### [Dataset entries]
########################################

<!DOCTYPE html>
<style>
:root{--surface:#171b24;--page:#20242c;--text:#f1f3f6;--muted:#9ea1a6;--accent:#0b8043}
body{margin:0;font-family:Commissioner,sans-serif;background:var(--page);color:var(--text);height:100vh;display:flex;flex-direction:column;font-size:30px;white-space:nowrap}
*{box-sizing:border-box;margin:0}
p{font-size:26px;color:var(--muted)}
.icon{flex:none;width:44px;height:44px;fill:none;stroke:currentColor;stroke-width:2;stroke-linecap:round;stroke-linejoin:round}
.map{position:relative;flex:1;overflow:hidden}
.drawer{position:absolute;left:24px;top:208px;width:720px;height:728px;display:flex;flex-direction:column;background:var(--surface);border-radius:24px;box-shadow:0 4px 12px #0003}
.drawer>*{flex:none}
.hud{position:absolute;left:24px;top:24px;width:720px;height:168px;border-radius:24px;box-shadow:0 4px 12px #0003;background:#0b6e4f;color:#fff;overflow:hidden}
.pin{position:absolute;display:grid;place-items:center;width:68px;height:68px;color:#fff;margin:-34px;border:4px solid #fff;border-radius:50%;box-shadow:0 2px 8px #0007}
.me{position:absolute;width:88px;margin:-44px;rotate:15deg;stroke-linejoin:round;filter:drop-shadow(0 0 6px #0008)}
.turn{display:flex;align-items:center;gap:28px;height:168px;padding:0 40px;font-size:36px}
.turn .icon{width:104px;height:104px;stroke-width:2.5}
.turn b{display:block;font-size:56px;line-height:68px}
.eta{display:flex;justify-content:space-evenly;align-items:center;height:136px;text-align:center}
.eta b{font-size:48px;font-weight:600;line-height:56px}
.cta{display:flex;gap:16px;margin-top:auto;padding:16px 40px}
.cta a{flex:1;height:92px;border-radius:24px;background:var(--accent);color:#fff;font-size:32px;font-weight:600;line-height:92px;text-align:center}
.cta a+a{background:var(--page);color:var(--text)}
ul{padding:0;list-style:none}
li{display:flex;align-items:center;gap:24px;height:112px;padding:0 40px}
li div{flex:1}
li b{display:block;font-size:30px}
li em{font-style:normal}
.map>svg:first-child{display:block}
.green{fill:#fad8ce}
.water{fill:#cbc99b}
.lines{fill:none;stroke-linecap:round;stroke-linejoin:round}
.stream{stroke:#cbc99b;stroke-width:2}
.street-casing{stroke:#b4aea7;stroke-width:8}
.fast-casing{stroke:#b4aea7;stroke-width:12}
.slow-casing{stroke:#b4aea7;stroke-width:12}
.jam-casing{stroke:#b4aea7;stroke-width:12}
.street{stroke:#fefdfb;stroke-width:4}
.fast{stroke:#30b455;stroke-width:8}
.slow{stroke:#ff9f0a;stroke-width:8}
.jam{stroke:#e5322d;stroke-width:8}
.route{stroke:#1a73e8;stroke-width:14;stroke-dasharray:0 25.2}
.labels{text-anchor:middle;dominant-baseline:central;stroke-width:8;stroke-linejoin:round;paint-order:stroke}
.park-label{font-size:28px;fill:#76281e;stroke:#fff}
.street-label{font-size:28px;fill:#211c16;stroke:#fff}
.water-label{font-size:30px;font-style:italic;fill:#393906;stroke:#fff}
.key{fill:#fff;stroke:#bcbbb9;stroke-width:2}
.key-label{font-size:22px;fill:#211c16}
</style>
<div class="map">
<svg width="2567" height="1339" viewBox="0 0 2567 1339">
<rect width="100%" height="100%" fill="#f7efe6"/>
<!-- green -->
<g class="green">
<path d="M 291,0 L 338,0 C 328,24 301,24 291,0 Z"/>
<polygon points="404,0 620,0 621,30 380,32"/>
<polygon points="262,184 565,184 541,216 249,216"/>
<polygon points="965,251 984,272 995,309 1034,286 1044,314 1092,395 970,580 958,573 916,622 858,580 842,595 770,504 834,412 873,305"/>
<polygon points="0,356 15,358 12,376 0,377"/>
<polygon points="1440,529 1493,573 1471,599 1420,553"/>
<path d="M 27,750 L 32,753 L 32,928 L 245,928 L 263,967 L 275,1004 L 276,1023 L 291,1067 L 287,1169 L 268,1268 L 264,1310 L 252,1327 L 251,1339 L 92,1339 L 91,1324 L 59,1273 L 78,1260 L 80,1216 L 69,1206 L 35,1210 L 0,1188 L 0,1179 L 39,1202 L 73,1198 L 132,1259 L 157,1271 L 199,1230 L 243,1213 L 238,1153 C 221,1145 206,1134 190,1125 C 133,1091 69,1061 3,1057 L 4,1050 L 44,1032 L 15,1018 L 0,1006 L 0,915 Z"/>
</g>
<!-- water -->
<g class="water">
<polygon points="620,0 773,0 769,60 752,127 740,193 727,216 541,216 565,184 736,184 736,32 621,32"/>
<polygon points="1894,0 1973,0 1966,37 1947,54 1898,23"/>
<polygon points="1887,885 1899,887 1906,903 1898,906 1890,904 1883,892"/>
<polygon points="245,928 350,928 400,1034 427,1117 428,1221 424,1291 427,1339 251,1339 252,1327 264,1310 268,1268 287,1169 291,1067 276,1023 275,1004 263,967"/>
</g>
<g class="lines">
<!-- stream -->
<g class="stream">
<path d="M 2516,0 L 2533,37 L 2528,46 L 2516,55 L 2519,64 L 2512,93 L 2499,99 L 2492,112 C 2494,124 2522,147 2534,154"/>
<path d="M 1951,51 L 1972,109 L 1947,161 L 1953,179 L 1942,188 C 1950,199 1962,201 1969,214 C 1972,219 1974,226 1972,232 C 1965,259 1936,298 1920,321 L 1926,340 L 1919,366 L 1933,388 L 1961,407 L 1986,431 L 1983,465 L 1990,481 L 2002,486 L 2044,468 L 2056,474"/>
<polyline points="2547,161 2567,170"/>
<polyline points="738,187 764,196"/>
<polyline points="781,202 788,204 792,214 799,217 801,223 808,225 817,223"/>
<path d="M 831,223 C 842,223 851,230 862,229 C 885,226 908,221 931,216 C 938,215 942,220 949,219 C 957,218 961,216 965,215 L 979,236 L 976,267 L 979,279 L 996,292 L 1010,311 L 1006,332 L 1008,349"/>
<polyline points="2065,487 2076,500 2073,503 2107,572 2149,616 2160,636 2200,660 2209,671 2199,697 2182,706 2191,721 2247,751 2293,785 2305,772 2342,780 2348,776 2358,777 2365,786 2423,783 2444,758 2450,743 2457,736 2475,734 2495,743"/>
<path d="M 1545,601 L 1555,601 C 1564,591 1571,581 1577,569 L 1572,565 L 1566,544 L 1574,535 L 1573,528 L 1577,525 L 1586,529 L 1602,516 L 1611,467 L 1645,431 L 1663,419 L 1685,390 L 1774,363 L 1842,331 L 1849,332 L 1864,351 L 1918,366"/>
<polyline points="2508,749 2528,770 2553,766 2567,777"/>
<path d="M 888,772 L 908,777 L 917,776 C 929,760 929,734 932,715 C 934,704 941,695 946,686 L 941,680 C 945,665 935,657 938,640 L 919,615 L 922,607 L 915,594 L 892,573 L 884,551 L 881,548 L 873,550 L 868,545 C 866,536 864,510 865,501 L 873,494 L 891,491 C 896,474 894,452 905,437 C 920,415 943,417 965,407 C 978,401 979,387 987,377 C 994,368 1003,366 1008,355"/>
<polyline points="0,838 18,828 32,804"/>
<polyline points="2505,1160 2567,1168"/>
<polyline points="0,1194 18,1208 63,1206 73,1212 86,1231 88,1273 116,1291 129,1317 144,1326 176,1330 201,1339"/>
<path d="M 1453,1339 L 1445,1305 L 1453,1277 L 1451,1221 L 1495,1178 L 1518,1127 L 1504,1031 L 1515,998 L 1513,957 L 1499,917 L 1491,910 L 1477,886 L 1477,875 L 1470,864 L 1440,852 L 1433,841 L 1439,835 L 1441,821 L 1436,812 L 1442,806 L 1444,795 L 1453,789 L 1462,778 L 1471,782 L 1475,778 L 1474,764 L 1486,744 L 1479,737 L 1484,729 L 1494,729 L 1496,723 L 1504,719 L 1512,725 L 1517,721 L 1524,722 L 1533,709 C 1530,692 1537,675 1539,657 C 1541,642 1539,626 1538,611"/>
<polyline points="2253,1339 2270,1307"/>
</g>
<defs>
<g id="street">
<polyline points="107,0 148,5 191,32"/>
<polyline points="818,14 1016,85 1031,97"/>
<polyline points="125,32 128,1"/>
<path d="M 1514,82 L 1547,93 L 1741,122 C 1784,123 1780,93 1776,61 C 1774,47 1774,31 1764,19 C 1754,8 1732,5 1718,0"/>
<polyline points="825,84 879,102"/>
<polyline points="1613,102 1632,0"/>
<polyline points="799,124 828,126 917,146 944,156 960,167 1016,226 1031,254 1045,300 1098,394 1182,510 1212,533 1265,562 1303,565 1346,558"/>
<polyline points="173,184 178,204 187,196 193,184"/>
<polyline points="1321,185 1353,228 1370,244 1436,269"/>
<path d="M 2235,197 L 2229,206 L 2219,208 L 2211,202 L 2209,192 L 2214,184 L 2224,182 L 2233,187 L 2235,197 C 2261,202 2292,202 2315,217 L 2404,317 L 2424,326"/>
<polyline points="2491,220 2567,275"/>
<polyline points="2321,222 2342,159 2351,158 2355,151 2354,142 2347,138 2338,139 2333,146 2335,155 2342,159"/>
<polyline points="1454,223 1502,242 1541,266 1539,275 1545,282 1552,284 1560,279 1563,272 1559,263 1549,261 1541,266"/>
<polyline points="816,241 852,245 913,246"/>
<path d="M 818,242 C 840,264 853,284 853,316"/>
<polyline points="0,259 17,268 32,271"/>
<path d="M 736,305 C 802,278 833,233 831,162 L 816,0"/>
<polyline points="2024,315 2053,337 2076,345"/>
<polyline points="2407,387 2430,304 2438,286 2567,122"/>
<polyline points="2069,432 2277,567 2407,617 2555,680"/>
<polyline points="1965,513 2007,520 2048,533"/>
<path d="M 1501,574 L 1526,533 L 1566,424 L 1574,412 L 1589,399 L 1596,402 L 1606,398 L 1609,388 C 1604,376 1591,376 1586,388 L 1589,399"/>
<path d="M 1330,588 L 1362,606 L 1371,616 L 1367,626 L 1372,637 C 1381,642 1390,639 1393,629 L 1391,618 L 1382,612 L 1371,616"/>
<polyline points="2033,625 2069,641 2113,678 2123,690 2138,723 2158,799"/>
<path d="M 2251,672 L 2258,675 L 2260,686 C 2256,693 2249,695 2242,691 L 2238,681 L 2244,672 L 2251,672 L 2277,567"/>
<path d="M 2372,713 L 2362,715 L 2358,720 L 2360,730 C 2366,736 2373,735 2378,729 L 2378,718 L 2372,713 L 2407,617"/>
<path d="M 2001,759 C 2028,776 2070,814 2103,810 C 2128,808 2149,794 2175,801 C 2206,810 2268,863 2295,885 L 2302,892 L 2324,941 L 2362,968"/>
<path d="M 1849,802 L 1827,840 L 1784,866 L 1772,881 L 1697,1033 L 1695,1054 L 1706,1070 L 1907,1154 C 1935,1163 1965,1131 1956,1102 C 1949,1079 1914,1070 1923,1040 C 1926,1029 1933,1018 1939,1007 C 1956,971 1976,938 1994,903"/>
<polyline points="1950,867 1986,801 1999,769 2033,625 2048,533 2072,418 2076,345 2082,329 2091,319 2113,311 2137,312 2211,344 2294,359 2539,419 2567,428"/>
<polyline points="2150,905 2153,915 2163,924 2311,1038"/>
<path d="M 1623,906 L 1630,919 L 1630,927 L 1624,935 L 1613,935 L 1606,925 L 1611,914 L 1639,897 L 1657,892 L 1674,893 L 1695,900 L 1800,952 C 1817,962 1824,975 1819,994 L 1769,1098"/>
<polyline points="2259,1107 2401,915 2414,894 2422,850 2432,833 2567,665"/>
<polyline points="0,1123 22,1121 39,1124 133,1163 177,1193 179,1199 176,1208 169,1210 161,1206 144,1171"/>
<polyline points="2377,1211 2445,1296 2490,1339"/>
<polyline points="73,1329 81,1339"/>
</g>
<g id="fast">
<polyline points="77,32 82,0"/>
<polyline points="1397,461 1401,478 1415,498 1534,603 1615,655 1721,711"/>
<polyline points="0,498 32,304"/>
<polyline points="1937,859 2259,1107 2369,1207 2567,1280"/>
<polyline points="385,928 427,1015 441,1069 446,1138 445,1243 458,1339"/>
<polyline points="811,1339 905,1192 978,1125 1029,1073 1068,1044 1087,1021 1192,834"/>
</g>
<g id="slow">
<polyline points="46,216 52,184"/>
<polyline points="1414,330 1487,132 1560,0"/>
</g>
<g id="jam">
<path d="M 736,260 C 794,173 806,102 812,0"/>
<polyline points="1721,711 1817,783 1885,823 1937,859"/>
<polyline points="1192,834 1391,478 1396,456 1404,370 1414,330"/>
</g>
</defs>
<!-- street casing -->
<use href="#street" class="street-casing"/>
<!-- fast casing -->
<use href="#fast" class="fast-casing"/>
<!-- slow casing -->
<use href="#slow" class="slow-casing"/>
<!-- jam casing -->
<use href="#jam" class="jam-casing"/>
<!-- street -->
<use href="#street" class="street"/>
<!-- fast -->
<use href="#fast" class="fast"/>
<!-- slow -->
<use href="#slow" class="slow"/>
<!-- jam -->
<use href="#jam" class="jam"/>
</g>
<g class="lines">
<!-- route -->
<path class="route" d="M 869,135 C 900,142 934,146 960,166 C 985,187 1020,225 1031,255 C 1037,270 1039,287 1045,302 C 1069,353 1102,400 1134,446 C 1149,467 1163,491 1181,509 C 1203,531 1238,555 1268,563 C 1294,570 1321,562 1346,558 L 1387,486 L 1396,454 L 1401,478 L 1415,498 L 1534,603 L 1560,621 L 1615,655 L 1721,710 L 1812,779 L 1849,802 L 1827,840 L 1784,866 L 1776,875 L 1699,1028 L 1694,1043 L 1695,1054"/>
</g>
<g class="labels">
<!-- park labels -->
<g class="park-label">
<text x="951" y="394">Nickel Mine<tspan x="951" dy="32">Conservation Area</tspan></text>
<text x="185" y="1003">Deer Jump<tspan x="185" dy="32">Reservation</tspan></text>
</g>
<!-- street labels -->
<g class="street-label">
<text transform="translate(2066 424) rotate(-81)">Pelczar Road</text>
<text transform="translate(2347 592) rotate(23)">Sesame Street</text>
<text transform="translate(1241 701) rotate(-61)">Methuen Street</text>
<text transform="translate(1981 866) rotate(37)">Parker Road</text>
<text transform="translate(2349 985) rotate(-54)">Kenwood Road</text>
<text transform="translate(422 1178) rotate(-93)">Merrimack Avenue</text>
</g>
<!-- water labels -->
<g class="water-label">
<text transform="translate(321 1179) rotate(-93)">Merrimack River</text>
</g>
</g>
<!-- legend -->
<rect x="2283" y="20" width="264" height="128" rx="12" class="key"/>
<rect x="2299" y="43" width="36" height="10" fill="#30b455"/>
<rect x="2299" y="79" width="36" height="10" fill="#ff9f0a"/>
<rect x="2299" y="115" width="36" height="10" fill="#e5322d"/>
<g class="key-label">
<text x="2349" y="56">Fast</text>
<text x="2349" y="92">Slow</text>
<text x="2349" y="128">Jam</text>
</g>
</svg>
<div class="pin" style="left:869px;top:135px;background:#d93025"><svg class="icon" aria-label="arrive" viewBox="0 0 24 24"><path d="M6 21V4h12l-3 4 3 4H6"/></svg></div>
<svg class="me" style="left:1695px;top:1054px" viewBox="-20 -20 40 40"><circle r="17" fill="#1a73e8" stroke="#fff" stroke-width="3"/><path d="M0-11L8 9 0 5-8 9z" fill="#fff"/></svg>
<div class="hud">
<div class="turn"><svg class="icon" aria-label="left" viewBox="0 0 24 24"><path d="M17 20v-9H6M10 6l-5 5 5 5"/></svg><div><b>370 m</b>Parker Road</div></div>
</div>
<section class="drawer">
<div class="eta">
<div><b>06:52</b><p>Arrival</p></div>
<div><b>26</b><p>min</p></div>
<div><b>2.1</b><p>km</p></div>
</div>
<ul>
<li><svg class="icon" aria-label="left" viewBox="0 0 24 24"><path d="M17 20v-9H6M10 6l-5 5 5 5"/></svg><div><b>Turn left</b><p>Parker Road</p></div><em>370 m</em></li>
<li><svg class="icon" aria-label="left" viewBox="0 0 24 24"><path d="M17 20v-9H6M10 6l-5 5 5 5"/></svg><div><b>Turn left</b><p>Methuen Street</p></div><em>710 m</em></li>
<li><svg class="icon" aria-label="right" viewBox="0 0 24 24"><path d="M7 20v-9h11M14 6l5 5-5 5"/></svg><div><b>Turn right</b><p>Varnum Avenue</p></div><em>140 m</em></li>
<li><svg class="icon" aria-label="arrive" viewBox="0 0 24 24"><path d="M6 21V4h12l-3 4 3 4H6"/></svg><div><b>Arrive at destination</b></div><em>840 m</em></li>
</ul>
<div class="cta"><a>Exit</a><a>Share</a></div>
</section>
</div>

########################################

### [Problem]
The answer is every line in the data where the word "align" appears.

### [Answer to this exercise]
.turn{display:flex;align-items:center;gap:28px;height:168px;padding:0 40px;font-size:36px}
.eta{display:flex;justify-content:space-evenly;align-items:center;height:136px;text-align:center}
.cta a{flex:1;height:92px;border-radius:24px;background:var(--accent);color:#fff;font-size:32px;font-weight:600;line-height:92px;text-align:center}
li{display:flex;align-items:center;gap:24px;height:112px;padding:0 40px}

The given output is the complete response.